The moment you step into Albuquerque’s beautiful, Southwest-style airport, you begin to experience its unique sense of place. Add to that the dramatic Sandia Mountains and the volcanic escarpment, which frame Albuquerque to the east and west and the blue sky overhead, and you understand why Albuquerque’s growth rate has exceeded the national average for decades.
The city’s history begins with Pueblo Indian people who farmed here for centuries before Spanish explorers arrived in 1540. Founded in 1706, Albuquerque was for decades a quiet villa named for a Spanish duke. By the time the railroad arrived in 1880, the “Duke City” was already a boom town.
Albuquerque really took off after World War II. The city invited the federal government to establish an aviation installation in 1939, which became Kirtland Air Force Base. Now occupying 80 square miles and employing some 25,000 employees, Kirtland has been an anchor of the Albuquerque economy, along with its tenant, Sandia National Laboratories.
Albuquerque boomed again in the 1980s, when such companies as Intel Corp. took advantage of a favorable business climate, an appealing quality of life and competitive incentives. The city’s technology sector continues to be robust and growing. (See Technology and Albuquerque)
Today Albuquerque is an economically robust city that has met the challenges of growth and provides a wealth of amenities – all while sticking to its budget and managing prudently. As a result the City has maintained high bond ratings. It has also drawn favorable notice in rankings of Kiplinger’s Personal Finance, Site Selection magazine, and Forbes. Studies generally cite affordable labor, housing, and real estate; work force quality; incentives; and ease of working with local officials.
RelocateAmerica selected Albuquerque as one of its TOP10 Recovery Cities for 2010: “During the 21st century, the Albuquerque population has continued to grow rapidly, with the city proper and metro area and this trend is expected to continue.
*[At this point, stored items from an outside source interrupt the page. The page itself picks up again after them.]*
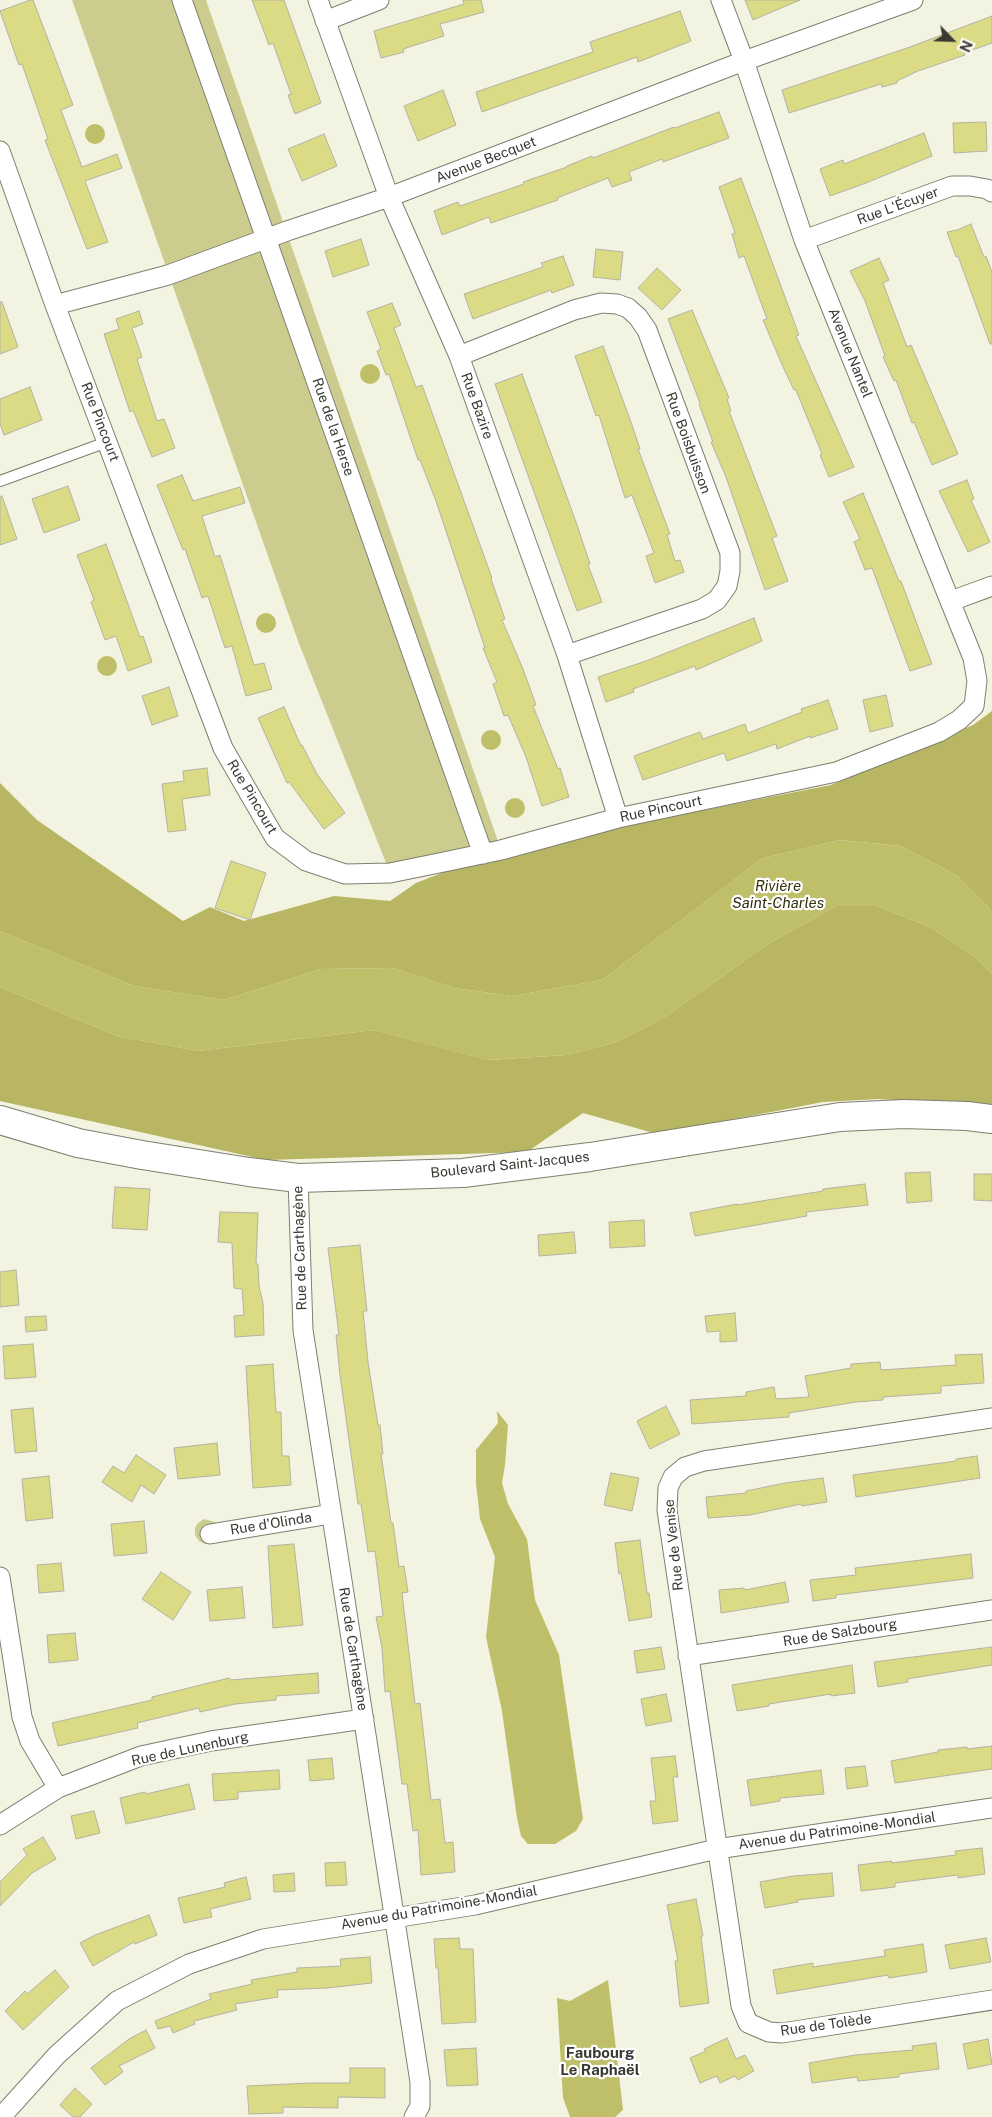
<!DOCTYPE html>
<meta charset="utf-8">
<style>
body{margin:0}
#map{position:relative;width:992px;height:2117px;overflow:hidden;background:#f3f3e2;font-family:"Public Sans",sans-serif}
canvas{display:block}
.north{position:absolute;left:927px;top:15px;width:50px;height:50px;-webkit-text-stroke:4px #fff;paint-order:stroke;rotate:114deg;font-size:14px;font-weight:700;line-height:20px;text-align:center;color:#383932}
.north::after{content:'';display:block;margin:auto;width:18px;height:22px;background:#383932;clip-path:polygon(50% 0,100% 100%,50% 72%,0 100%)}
</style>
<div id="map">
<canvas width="992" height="2117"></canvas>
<div class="north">N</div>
</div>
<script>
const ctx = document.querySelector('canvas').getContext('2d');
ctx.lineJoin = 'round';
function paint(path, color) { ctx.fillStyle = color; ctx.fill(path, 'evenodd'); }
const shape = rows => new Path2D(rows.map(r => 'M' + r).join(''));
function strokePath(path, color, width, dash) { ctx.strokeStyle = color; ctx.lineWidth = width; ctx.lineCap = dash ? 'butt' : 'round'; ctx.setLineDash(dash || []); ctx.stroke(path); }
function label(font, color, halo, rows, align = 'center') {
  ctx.font = font + ' "Public Sans",sans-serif'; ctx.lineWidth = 4.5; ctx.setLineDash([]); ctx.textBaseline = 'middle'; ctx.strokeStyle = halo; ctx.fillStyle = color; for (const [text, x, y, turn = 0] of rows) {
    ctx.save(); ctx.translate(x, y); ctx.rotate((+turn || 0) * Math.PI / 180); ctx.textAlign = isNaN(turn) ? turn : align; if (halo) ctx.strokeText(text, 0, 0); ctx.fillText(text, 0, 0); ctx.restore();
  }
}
const green = shape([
 [72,0,206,0,501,850,390,873,298,641],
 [204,1519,215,1522,219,1527,212,1543,205,1544,199,1541,195,1535,195,1528,198,1523]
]);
const forest = shape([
 [992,711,992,914,989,908,956,875,901,846,840,840,763,858,602,980,512,996,454,988,393,968,321,969,224,1000,134,986,0,931,0,783,37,820,183,921,210,907,244,921,334,896,390,901,416,883,501,850,831,785,973,725],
 [836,906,877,906,930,927,976,958,992,974,992,1106,878,1099,823,1102,657,1134,583,1113,527,1152,266,1160,0,1101,0,987,117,1036,198,1051,374,1030,488,1060,567,1055,617,1042,665,1017,768,944]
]);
const water = shape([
 '85 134a10 10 0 1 1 20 0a10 10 0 1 1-20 0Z',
 '360 374a10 10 0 1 1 20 0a10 10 0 1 1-20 0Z',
 '256 623a10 10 0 1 1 20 0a10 10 0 1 1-20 0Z',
 '97 666a10 10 0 1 1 20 0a10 10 0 1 1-20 0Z',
 '481 740a10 10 0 1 1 20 0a10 10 0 1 1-20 0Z',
 '505 808a10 10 0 1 1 20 0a10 10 0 1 1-20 0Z',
 [840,840,901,846,956,875,989,908,992,914,992,974,976,958,930,927,877,906,836,906,768,944,665,1017,617,1042,567,1055,487,1060,374,1030,198,1051,117,1036,0,987,0,931,134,986,224,1000,321,969,393,968,454,988,512,996,602,980,763,858],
 [497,1411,508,1425,505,1465,502,1483,508,1504,527,1539,535,1600,559,1655,583,1819,576,1831,555,1844,528,1844,521,1836,517,1818,502,1711,486,1637,495,1557,480,1519,476,1483,476,1450,498,1423],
 [608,1980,623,2110,615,2117,570,2117,563,2098,557,1998,570,2001]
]);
const building = shape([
 [30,0,33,0,73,105,61,110,82,167,117,154,122,168,85,181,108,242,87,249,45,140,48,139,22,64,19,65,0,11,30,0],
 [252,0,284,0,321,103,295,114,288,95,291,94,273,43,269,45,252,0],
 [463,0,481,0,484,12,440,24,444,36,403,49,404,52,381,58,374,31,464,4,463,0],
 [745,0,800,0,753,20,745,0],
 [680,11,691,41,638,62,637,57,482,112,476,92,593,52,590,42,680,11],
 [992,16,992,43,964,53,965,55,918,71,897,81,897,83,882,87,881,84,789,113,782,90,910,47,992,16],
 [443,90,456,125,418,141,404,106,443,90],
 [719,112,729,138,663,162,662,159,629,172,632,180,612,187,608,178,557,198,558,200,491,223,489,217,442,235,434,211,458,202,460,206,524,184,523,182,567,167,567,166,592,156,593,158,674,127,675,128,719,112],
 [986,122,987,151,954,153,953,123,986,122],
 [924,133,932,156,866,183,830,196,820,169,843,160,844,164,924,133],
 [324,134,337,166,302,181,288,149,324,134],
 [741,178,799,335,796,336,854,467,829,477,820,455,822,454,796,390,794,390,783,367,763,320,767,319,744,256,739,258,732,234,735,233,719,187,741,178],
 [971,224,984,257,986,256,992,272,992,344,990,344,958,256,956,257,947,232,957,230,971,224],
 [361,239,369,265,333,277,325,251,361,239],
 [596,249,623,252,620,280,593,277,596,249],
 [563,256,574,285,552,293,551,290,473,319,464,294,543,267,541,263,563,256],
 [879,258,889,280,883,283,907,347,911,345,958,454,932,465,914,422,912,423,896,380,894,381,883,357,885,356,865,301,850,271,879,258],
 [657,268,681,290,662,310,638,288,657,268],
 [0,302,2,302,18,347,0,354,0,302],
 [392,303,401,325,394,328,416,387,422,385,492,578,491,579,505,619,502,620,523,669,536,705,533,706,558,769,560,768,569,797,542,806,526,757,508,715,504,716,493,684,497,682,483,648,485,648,436,501,420,460,418,460,389,374,386,375,377,351,381,349,367,312,392,303],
 [692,310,729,398,727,399,731,411,729,411,777,536,772,538,788,581,765,590,726,477,711,442,713,442,699,404,700,403,668,319,692,310],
 [139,311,143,324,132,328,142,357,137,359,157,421,164,419,175,448,152,457,133,410,130,412,104,334,119,329,116,319,139,311],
 [603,346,632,425,640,449,638,449,670,534,667,535,675,561,680,560,684,572,655,583,646,556,654,553,632,495,625,498,599,415,596,416,575,356,603,346],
 [522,374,576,522,590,564,588,565,602,602,577,611,495,384,522,374],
 [30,387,42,420,4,435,0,424,0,399,30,387],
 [182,475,193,501,240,487,245,503,202,516,215,557,220,555,254,665,264,663,272,689,246,696,232,646,225,648,208,596,202,598,185,549,183,550,157,485,182,475],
 [967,480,974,499,971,500,990,542,968,552,939,491,967,480],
 [68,486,80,520,44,533,32,499,68,486],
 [863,493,899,581,901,581,932,664,910,671,872,568,865,570,854,542,860,539,843,502,863,493],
 [2,496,17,539,0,545,0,497,2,496],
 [106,544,140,637,143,636,152,662,128,671,116,636,105,640,91,602,94,600,77,555,106,544],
 [754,618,762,641,696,670,695,666,633,689,634,692,606,702,598,677,646,661,754,618],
 [169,687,178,716,152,725,142,696,169,687],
 [886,695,893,726,870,732,863,700,886,695],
 [828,700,838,729,810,738,810,736,777,749,776,744,727,761,724,753,643,780,634,756,700,732,703,739,745,724,748,733,802,712,801,709,828,700],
 [284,707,301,746,302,745,317,774,345,813,324,829,289,782,287,783,258,718,284,707],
 [207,768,210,795,182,799,186,830,168,832,162,784,184,781,183,771,207,768],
 [231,861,266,873,250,920,215,908,231,861],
 [930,1172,932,1201,907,1203,905,1173,930,1172],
 [974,1174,992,1174,992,1201,974,1200,974,1174],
 [865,1184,868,1205,806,1212,807,1216,695,1236,690,1213,737,1204,737,1205,823,1191,823,1189,865,1184],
 [115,1187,150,1189,147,1230,112,1228,115,1187],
 [220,1212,258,1213,256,1264,258,1264,259,1286,263,1303,264,1335,235,1337,234,1316,244,1315,242,1289,234,1288,232,1243,218,1242,220,1212],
 [644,1220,645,1246,610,1248,609,1222,644,1220],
 [574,1232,576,1253,539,1256,538,1235,574,1232],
 [360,1245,367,1311,363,1311,368,1362,378,1425,380,1425,383,1454,381,1454,391,1523,393,1523,399,1567,404,1566,408,1592,402,1593,415,1704,420,1703,431,1800,440,1799,445,1843,453,1842,455,1872,421,1875,418,1830,413,1831,407,1784,402,1784,390,1691,385,1692,382,1648,376,1617,383,1616,375,1551,368,1552,361,1504,358,1504,340,1375,336,1335,339,1335,328,1248,360,1245],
 [16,1270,19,1305,0,1307,0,1272,16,1270],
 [735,1313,737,1341,720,1342,720,1331,707,1332,705,1316,735,1313],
 [46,1316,47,1330,26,1332,25,1317,46,1316],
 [33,1344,36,1377,5,1379,3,1346,33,1344],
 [982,1354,984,1383,941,1386,941,1393,883,1397,883,1400,856,1402,789,1413,789,1417,692,1424,690,1400,746,1396,746,1392,774,1387,776,1399,809,1397,805,1376,851,1368,851,1364,880,1362,881,1370,956,1365,955,1355,982,1354],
 [273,1364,276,1412,281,1412,282,1456,289,1456,291,1485,253,1488,246,1366,273,1364],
 [666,1406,680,1434,650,1449,637,1421,666,1406],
 [33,1408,37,1451,15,1453,11,1410,33,1408],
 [217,1443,220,1475,178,1479,174,1448,217,1443],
 [136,1455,166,1475,154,1494,141,1485,132,1502,102,1482,113,1466,124,1473,136,1455],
 [977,1456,980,1478,856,1497,853,1475,956,1461,956,1459,977,1456],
 [611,1473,639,1478,632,1511,604,1505,611,1473],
 [49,1476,53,1518,26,1521,22,1479,49,1476],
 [823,1478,827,1502,802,1506,801,1504,750,1515,708,1518,706,1497,746,1493,746,1491,785,1483,823,1478],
 [144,1521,147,1553,114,1556,111,1524,144,1521],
 [640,1540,647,1593,649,1593,652,1617,629,1621,621,1573,619,1574,615,1543,640,1540],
 [294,1544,303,1625,273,1628,268,1546,294,1544],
 [971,1554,973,1578,836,1595,836,1598,813,1601,810,1580,856,1575,855,1568,971,1554],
 [61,1563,64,1591,39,1593,37,1565,61,1563],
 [161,1572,191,1592,173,1620,142,1599,161,1572],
 [785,1582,789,1602,721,1613,719,1590,744,1588,745,1590,785,1582],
 [242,1587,245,1618,210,1621,207,1590,242,1587],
 [75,1633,78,1660,49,1663,47,1635,75,1633],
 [661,1647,665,1669,637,1673,634,1651,661,1647],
 [992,1647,992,1665,907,1679,908,1682,878,1687,874,1662,992,1647],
 [852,1665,855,1693,831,1696,831,1694,769,1704,769,1706,737,1711,732,1685,852,1665],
 [318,1673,319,1693,276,1696,276,1700,235,1704,200,1712,199,1708,137,1723,138,1728,58,1746,52,1723,152,1700,152,1697,229,1678,230,1680,318,1673],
 [666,1694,672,1721,646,1726,641,1699,666,1694],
 [992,1746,992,1769,895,1783,891,1761,938,1752,938,1750,967,1747,967,1749,992,1746],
 [675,1756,678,1777,673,1777,678,1821,653,1824,650,1801,656,1801,651,1758,675,1756],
 [332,1758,334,1779,310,1781,308,1760,332,1758],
 [865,1766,868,1786,847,1789,845,1768,865,1766],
 [279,1770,280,1789,238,1792,238,1799,214,1801,212,1774,279,1770],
 [821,1770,824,1794,780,1798,780,1801,751,1806,747,1780,821,1770],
 [189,1784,195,1809,126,1824,120,1798,145,1792,146,1794,189,1784],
 [94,1811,100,1833,76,1839,71,1816,94,1811],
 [43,1837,56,1859,32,1873,0,1906,0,1882,27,1855,23,1849,43,1837],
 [982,1848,985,1874,958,1878,958,1875,895,1883,895,1887,861,1891,858,1865,892,1861,892,1863,956,1855,955,1851,982,1848],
 [345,1862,347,1885,326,1886,325,1863,345,1862],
 [294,1873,295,1891,274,1892,273,1875,294,1873],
 [832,1873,834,1896,797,1900,798,1902,765,1908,760,1882,793,1876,832,1873],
 [246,1877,251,1899,210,1909,212,1917,184,1923,178,1898,225,1887,224,1883,246,1877],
 [696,1899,703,1936,701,1936,709,2003,680,2007,675,1961,678,1961,667,1905,696,1899],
 [149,1915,157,1935,135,1944,134,1942,93,1966,80,1943,95,1935,149,1915],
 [459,1938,460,1949,473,1949,476,2022,442,2024,438,1968,436,1968,434,1939,459,1938],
 [986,1938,991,1962,950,1969,945,1945,986,1938],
 [923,1944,927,1972,889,1978,888,1975,777,1994,773,1970,813,1963,813,1967,885,1956,884,1950,923,1944],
 [370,1957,372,1983,327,1988,277,1990,278,1997,235,2004,237,2010,194,2021,195,2024,173,2033,170,2026,158,2029,155,2021,211,1999,209,1994,252,1984,251,1980,297,1972,297,1968,341,1966,340,1959,370,1957],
 [55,1970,69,1987,23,2030,5,2011,25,1991,27,1994,55,1970],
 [146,2030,155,2048,119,2066,123,2072,105,2085,91,2068,129,2039,146,2030],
 [727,2038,736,2059,745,2055,754,2071,738,2080,735,2076,720,2083,717,2076,700,2083,690,2058,706,2051,704,2049,727,2038],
 [988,2039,992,2064,968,2069,963,2044,988,2039],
 [936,2043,939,2069,899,2074,899,2077,858,2081,857,2077,812,2083,809,2063,855,2055,913,2050,912,2046,936,2043],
 [476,2048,478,2085,447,2086,444,2050,476,2048],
 [350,2068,385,2068,385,2098,338,2097,338,2108,283,2107,283,2113,249,2114,247,2086,310,2083,350,2083,350,2068],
 [75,2088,92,2104,80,2117,73,2117,60,2105,75,2088]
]);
const lane = shape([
 [0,481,107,442]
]);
const street = shape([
 [182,0,483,854],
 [318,0,389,197,459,356,567,655,618,818],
 [325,21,379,0],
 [0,151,55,305,223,748,275,838,306,861,345,874,390,873,439,863,501,850,618,818,836,772,939,732,959,720,974,706,977,681,973,658,804,240,744,61,721,0],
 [804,240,952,186,970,186,987,189,992,192],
 [55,305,168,275,287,231,389,197,744,61,913,0],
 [459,356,574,310,601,303,617,304,628,308,638,317,647,330,730,553,730,571,727,586,717,600,702,609,567,655],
 [951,601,992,586],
 [298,1178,303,1330,420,2082,420,2106,414,2117],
 [992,1418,704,1461,685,1467,673,1477,668,1488,667,1510,741,2006,748,2023,769,2032,782,2033,992,2000],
 [210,1534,331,1514],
 [0,1577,22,1717,30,1741,58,1788],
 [688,1656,992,1610],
 [0,1825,58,1788,141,1756,211,1741,364,1719],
 [1,2117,57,2055,117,2001,189,1964,263,1939,475,1905,717,1849,992,1808]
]);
const secondary = shape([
 [0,1120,78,1143,142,1155,249,1172,298,1178,463,1173,590,1157,840,1117,904,1114,967,1116,992,1119]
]);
const streetNames = [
 ["Avenue Becquet",486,160,-21],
 ["Rue L'Écuyer",898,206,-20],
 ["Avenue Nantel",850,353,68],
 ["Rue Bazire",477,406,70],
 ["Rue Pincourt",100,422,69],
 ["Rue de la Herse",333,427,71],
 ["Rue Boisbuisson",688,443,70],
 ["Rue Pincourt",252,797,59],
 ["Rue Pincourt",661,809,-12],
 ["Boulevard Saint-Jacques",510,1165,-6],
 ["Rue de Carthagène",300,1248,-92],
 ["Rue d'Olinda",271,1524,-9],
 ["Rue de Venise",674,1545,-96],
 ["Rue de Salzbourg",840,1633,-9],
 ["Rue de Carthagène",353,1649,81],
 ["Rue de Lunenburg",190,1749,-12],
 ["Avenue du Patrimoine-Mondial",837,1831,-8],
 ["Avenue du Patrimoine-Mondial",439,1908,-10],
 ["Rue de Tolède",826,2025,-8]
];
const waterNames = [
 ["Rivière",778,886],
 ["Saint-Charles",778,903]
];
const neighbourhoodNames = [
 ["Faubourg",600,2053],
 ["Le Raphaël",600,2070]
];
paint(green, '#cccc8f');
paint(forest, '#b8b662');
paint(water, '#bfbe69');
paint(building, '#dbda85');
strokePath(building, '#b2b3a2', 1);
strokePath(lane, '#7e7f6f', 12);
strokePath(street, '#7e7f6f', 21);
strokePath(secondary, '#7e7f6f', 30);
strokePath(lane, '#fff', 10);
strokePath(street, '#fff', 19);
strokePath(secondary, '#fff', 28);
label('14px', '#383932', '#fff', streetNames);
label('italic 15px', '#32310c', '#fff', waterNames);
label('bold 15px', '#383932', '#fff', neighbourhoodNames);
</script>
At the center of New Mexico's Technology Corridor, with its dynamic renewable energy segment, new job creation and a driving business culture, Albuquerque's economy has a bright outlook.”
Quality of Life
For its wealth of activities and gentle weather, it’s hard to beat Albuquerque.
- Sandia Mountains: Flanking the city to the east, the 10,678-foot mountains offer skiing, hiking, biking, and picnic spots.
- The Albuquerque International Balloon Fiesta: This, the largest ballooning event in the world, draws 800,000 visitors each year to enjoy watching hundreds of hot-air balloons rising in beautiful fall weather.
- The ABQ BioPark: This imaginative and well-planned park includes a zoo, aquarium, botanic garden, and fishing beach.
- Museums: Albuquerque museums include such diverse facilities as the Anderson-Abruzzo Albuquerque International Balloon Museum, Maxwell Museum of Anthropology, the Indian Pueblo Cultural Center, the Museum of Natural History and Science, the Albuquerque Museum, and Explora Science Center and Children’s Museum. The spectacular National Hispanic Cultural Center includes art galleries and a performing arts center.
- Recreation: Albuquerque offers 800 parks, more than 80 miles of running and biking trails, 220 outdoor tennis courts, 23 ball fields, and year-round golf on 15 golf courses.
- Sports: Games of the University of New Mexico Lobos are legendary for their color and fan devotion. The city also has a professional hockey team, the Scorpions, and Triple-A baseball, with the Isotopes in a new stadium.
Albuquerque and the Arts
Albuquerque is flourishing as an arts center.
- Dozens of performing arts venues offer everything from classical music to flamenco, opera to musicals, and traditional and experimental theater.
- Albuquerque has more than 40 art galleries.
- The city and county have added hundreds of pieces of public art valued at millions over the last 20 years.
- Some 250 arts organizations serve the metro area. Of those, 45 are guilds.
- More than 400 artisan manufacturing companies produce furniture, jewelry, pottery, clothing and textiles. Albuquerque is one of six jewelry-producing centers in the nation.
What Executives Say About Albuquerque
Robert Trussell Jr., CEO of Tempur-Pedic International Inc.: “We found that Albuquerque and New Mexico rated best among the various factors that we studied, including quality of labor, operating costs, electric reliability, transportation and leadership support.”